As kids, we dreamed of the Easter Bunny or Santa Claus leaving us fat piles of booty in the middle of the night. Now, as adults, we fantasize about creatures called benefactors who might one day leave us millions of dollars... just because. Then we wake up to this hell called reality and go back to the everyday drudgery of driving to work, trolling for sex on the Internet, and cleaning out our closets. Here, we might come across an old G.I. Joe figurine or an antique Snoopy doll... and be totally in luck! Because freaks who drop $25,000 on Barbies from 1959 do exist -- and unlike that cheap Tooth Fairy bitch, they won't let you down when you're in possession of a valuable artifact. Just ask Sharon Korbeck, a toy expert who will be at the "West Palm Beach Antique & Collectibles Show" at the South Florida Fairgrounds (9067 Southern Blvd., West Palm Beach), which starts today and goes through Sunday. Admission costs $5. Call 561-640-3433, or visit

SAT 10

Age discrimination is a serious problem in our society. Whether in the workplace, in the mass media, or at the skatepark, ageism is... Wait a second, the skatepark? No, that can't be right! Not when Quiet Waters Park (401 S. Powerline Rd., Deerfield Beach) is holding "Family Skateboard Night." Here, there is no age discrimination. No sex discrimination. The only rule is the law of the ramp (and the posted park rules of civility, of course). So there's no reason you can't skate doubles with your mom on the mini ramp or draw some killer lines on the street course with your dad. Heck, even Grandma's invited! Though you probably don't want to bring that cousin of yours who likes to set fire to things. He's only allowed to skate cement bowls. Drop-in time is 7:45 p.m. The cost is $5 per person. Call 954-360-1315.

SUN 11

It's Easter Sunday. You gotta go to church, even if it's the one day of the year that you drag your rump out of bed for it. Do it the right way this time. Avoid the crowds, the uncomfortable pews, and the pastel parade of screaming babies.

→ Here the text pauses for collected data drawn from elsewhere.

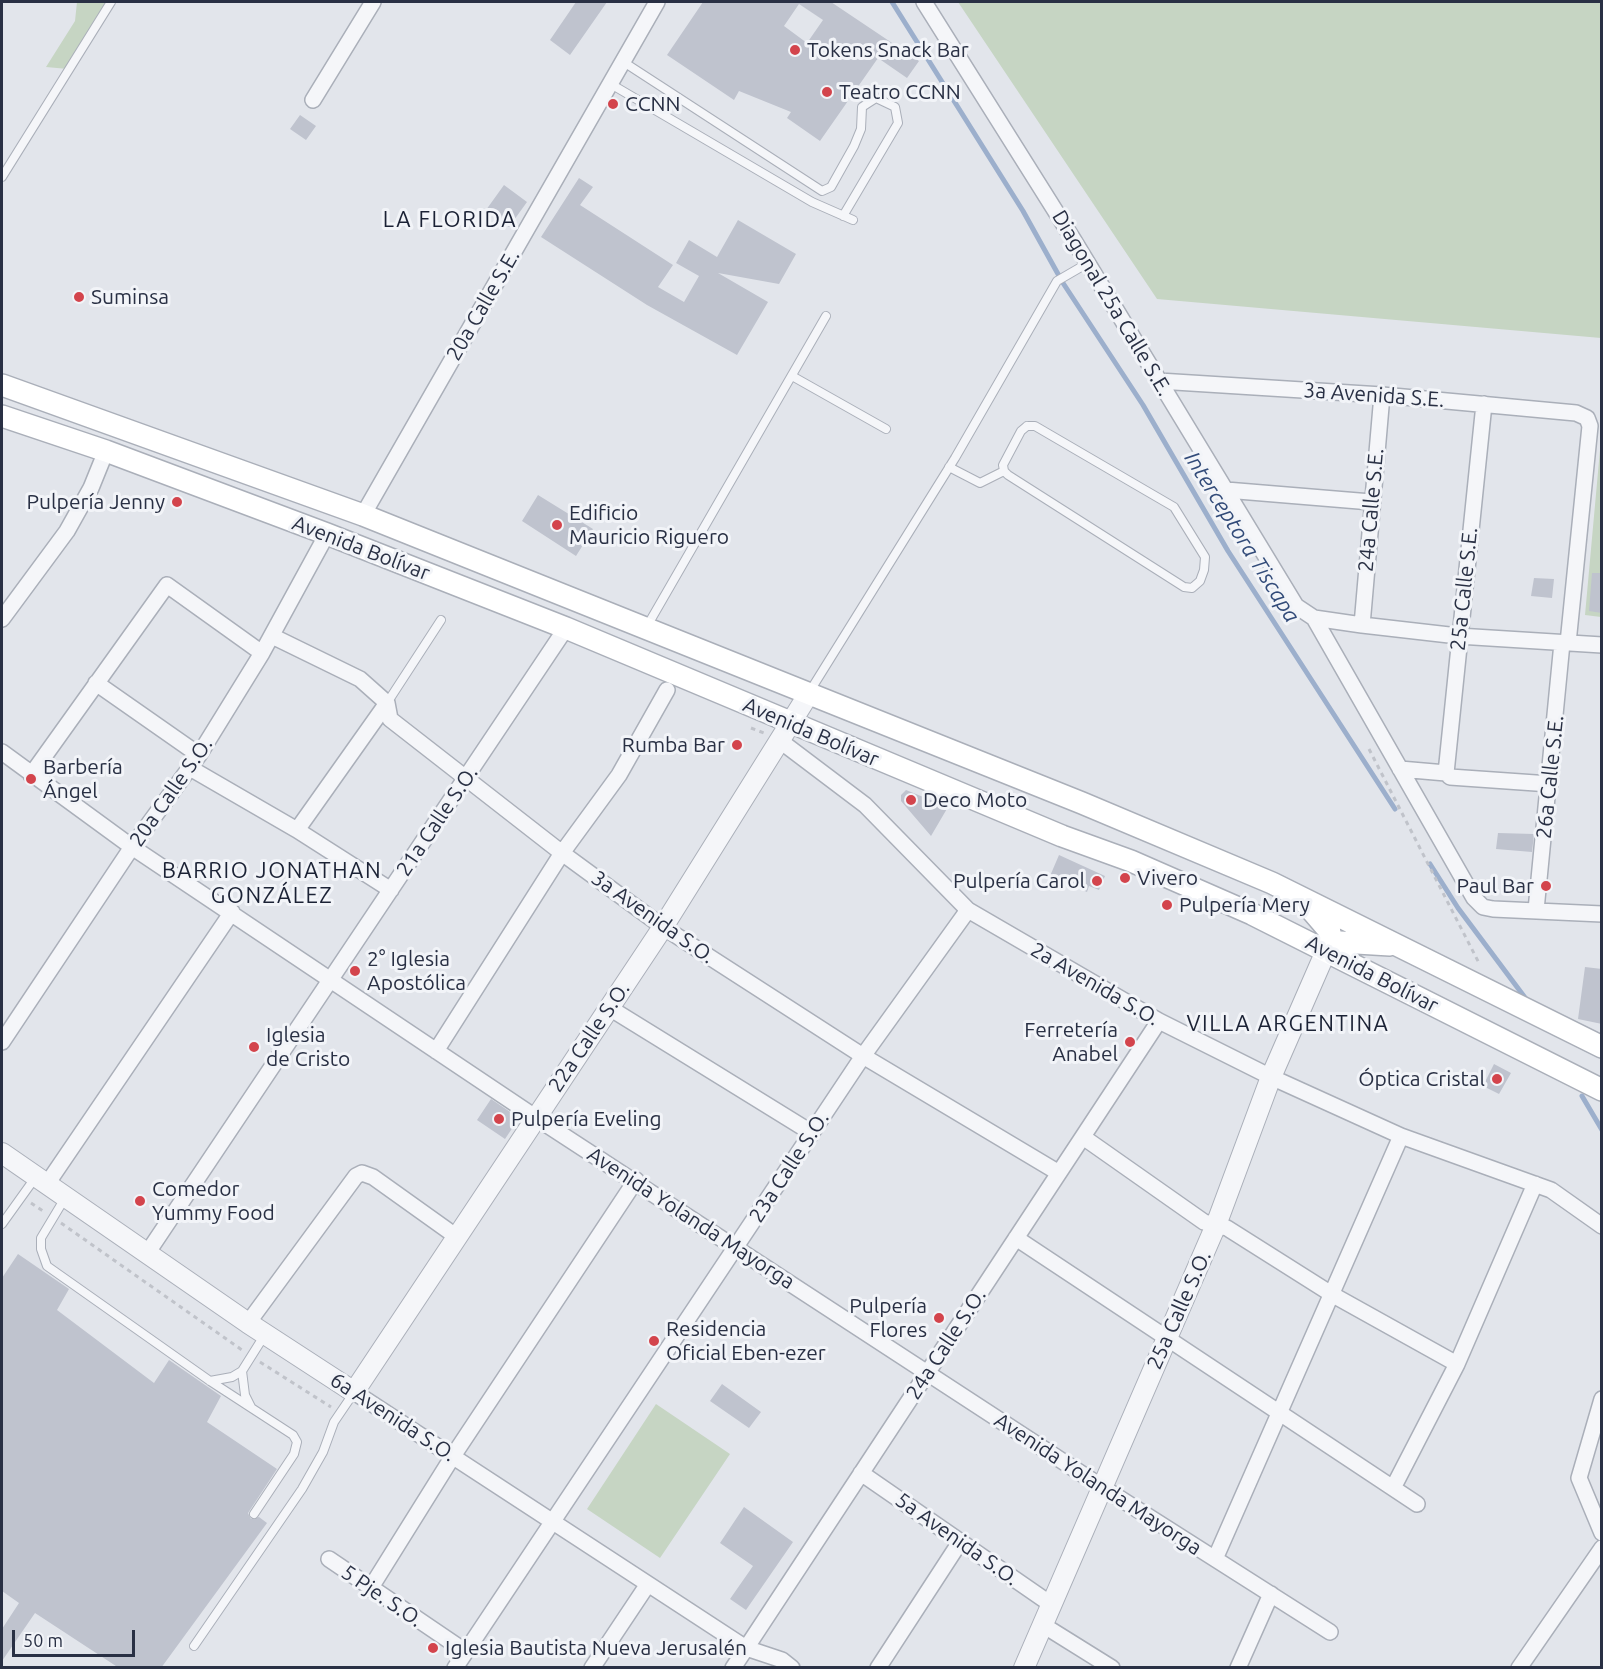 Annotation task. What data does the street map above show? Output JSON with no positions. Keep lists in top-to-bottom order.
{
  "streets": {
    "main road": ["Avenida Bolívar"],
    "street": [
      "Diagonal 25a Calle S.E.",
      "20a Calle S.E.",
      "3a Avenida S.E.",
      "24a Calle S.E.",
      "25a Calle S.E.",
      "26a Calle S.E.",
      "20a Calle S.O.",
      "21a Calle S.O.",
      "3a Avenida S.O.",
      "2a Avenida S.O.",
      "22a Calle S.O.",
      "23a Calle S.O.",
      "Avenida Yolanda Mayorga",
      "25a Calle S.O.",
      "24a Calle S.O.",
      "6a Avenida S.O.",
      "5a Avenida S.O.",
      "5 Pje. S.O."
    ]
  },
  "crossings": [
    ["Diagonal 25a Calle S.E.", "3a Avenida S.E."],
    ["20a Calle S.E.", "Avenida Bolívar"],
    ["3a Avenida S.E.", "24a Calle S.E."],
    ["3a Avenida S.E.", "25a Calle S.E."],
    ["3a Avenida S.E.", "26a Calle S.E."],
    ["Avenida Bolívar", "20a Calle S.O."],
    ["Avenida Bolívar", "21a Calle S.O."],
    ["Avenida Bolívar", "2a Avenida S.O."],
    ["Avenida Bolívar", "22a Calle S.O."],
    ["Avenida Bolívar", "25a Calle S.O."],
    ["20a Calle S.O.", "3a Avenida S.O."],
    ["20a Calle S.O.", "Avenida Yolanda Mayorga"],
    ["21a Calle S.O.", "3a Avenida S.O."],
    ["21a Calle S.O.", "Avenida Yolanda Mayorga"],
    ["21a Calle S.O.", "6a Avenida S.O."],
    ["3a Avenida S.O.", "22a Calle S.O."],
    ["3a Avenida S.O.", "23a Calle S.O."],
    ["3a Avenida S.O.", "24a Calle S.O."],
    ["2a Avenida S.O.", "22a Calle S.O."],
    ["2a Avenida S.O.", "23a Calle S.O."],
    ["2a Avenida S.O.", "25a Calle S.O."],
    ["2a Avenida S.O.", "24a Calle S.O."],
    ["22a Calle S.O.", "Avenida Yolanda Mayorga"],
    ["22a Calle S.O.", "6a Avenida S.O."],
    ["23a Calle S.O.", "Avenida Yolanda Mayorga"],
    ["23a Calle S.O.", "6a Avenida S.O."],
    ["23a Calle S.O.", "5 Pje. S.O."],
    ["Avenida Yolanda Mayorga", "25a Calle S.O."],
    ["Avenida Yolanda Mayorga", "24a Calle S.O."],
    ["25a Calle S.O.", "5a Avenida S.O."],
    ["24a Calle S.O.", "6a Avenida S.O."],
    ["24a Calle S.O.", "5a Avenida S.O."]
  ],
  "districts": ["LA FLORIDA", "BARRIO JONATHAN GONZÁLEZ", "VILLA ARGENTINA"],
  "water": ["Interceptora Tiscapa"],
  "places": [
    "Tokens Snack Bar",
    "Teatro CCNN",
    "CCNN",
    "Suminsa",
    "Pulpería Jenny",
    "Edificio Mauricio Riguero",
    "Rumba Bar",
    "Barbería Ángel",
    "Deco Moto",
    "Vivero",
    "Pulpería Carol",
    "Paul Bar",
    "Pulpería Mery",
    "2° Iglesia Apostólica",
    "Ferretería Anabel",
    "Iglesia de Cristo",
    "Óptica Cristal",
    "Pulpería Eveling",
    "Comedor Yummy Food",
    "Pulpería Flores",
    "Residencia Oficial Eben-ezer",
    "Iglesia Bautista Nueva Jerusalén"
  ],
  "scale_bar": "50 m"
}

Get to the beachside pavilion at the corner of A1A and Atlantic Avenue in Delray Beach by 6 a.m. to catch the "Easter Sunrise Service." This way, you'll get your hallelujahs and your thanks bes to God out of the way early, and you can spend the rest of the day chomping heads off unsuspecting fluffy yellow chicks, guilt-free. Call 561-454-5242.

MON 12

All right, you've just filed your tax return, and it's about time for some deep-breathing techniques. Through the nose, now: One... two... three... #!#$!!! Damn it! This isn't helping! What you need is to hit something (no, not someone), and that's OK. It's better that you find an inanimate object now than pound on whatever happens to be there when you finally go over the edge. Breathing exercises might work for the amateur taxpayer, who probably had an accountant do all the work. But for those with a major-league headache after DIYing it through all those forms, Tradewinds Park (3600 W. Sample Rd., Coconut Creek) offers the perfect relief in its batting cages. For $2, you get 15 pitches; for $15, you get 30 minutes of straight ball beating. Of course, you could end up missing all the pitches, in which case you should resort to breathing exercises. One... two... three... Call 954-968-3880.

TUE 13

The FTAA protests in Miami last November were a photojournalist's wet dream -- that is, if they could survive the frenzy of angry cops with cameras intact. Fort Lauderdale's W.W. Weaver was one of the lucky photographers who managed to successfully capture a glimpse of the temporary police state. And it's hardly a surprise that Weaver's "Life with FTAA" (a dramatic shot of a masked demonstrator squared-off against a horde of combat-ready coppers) won first place in photography at this year's "All Florida Juried Art Exhibition," which is showing at Old School Square's Cornell Museum (51 N. Swinton Ave., Delray Beach). Weaver is just one of 70 artists featured in the exhibition. Other works include oil paintings, watercolors, sculptures, graphite compositions, and mosaics, portraying such varied subjects as portraits, natural still lifes, and religious symbols. The exhibition runs through May 22. Admission is $6 for adults, $4 for seniors and students, and free for children under 13. Call 561-243-7922.

WED 14

Ever wonder why the coffee shop is such a popular venue for open-mic nights? It would stand to reason that caffeine (a stimulant) plus raw nerves (these aren't seasoned performers we're talking about) equals one big stutter-a-thon. Kava, on the other hand, has the opposite effect, calming those who drink it. This makes "Poetry and Acoustic Music Night" at the Nakamal Kava Bar (140 NW 20th St., Boca Raton) a more comfortable place for would-be poets. The bar has a separate room for the event, decked out in a South Pacific motif. It's not uncommon to hear aspiring young Dylans wax tipsy about anything from love and romance to, bear with me here, unicorns. Yup, you read that right. So now that you know there's nothing to be embarrassed about, why not try it out? Sign-up time is 9 p.m. sharp. Call 561-395-9888.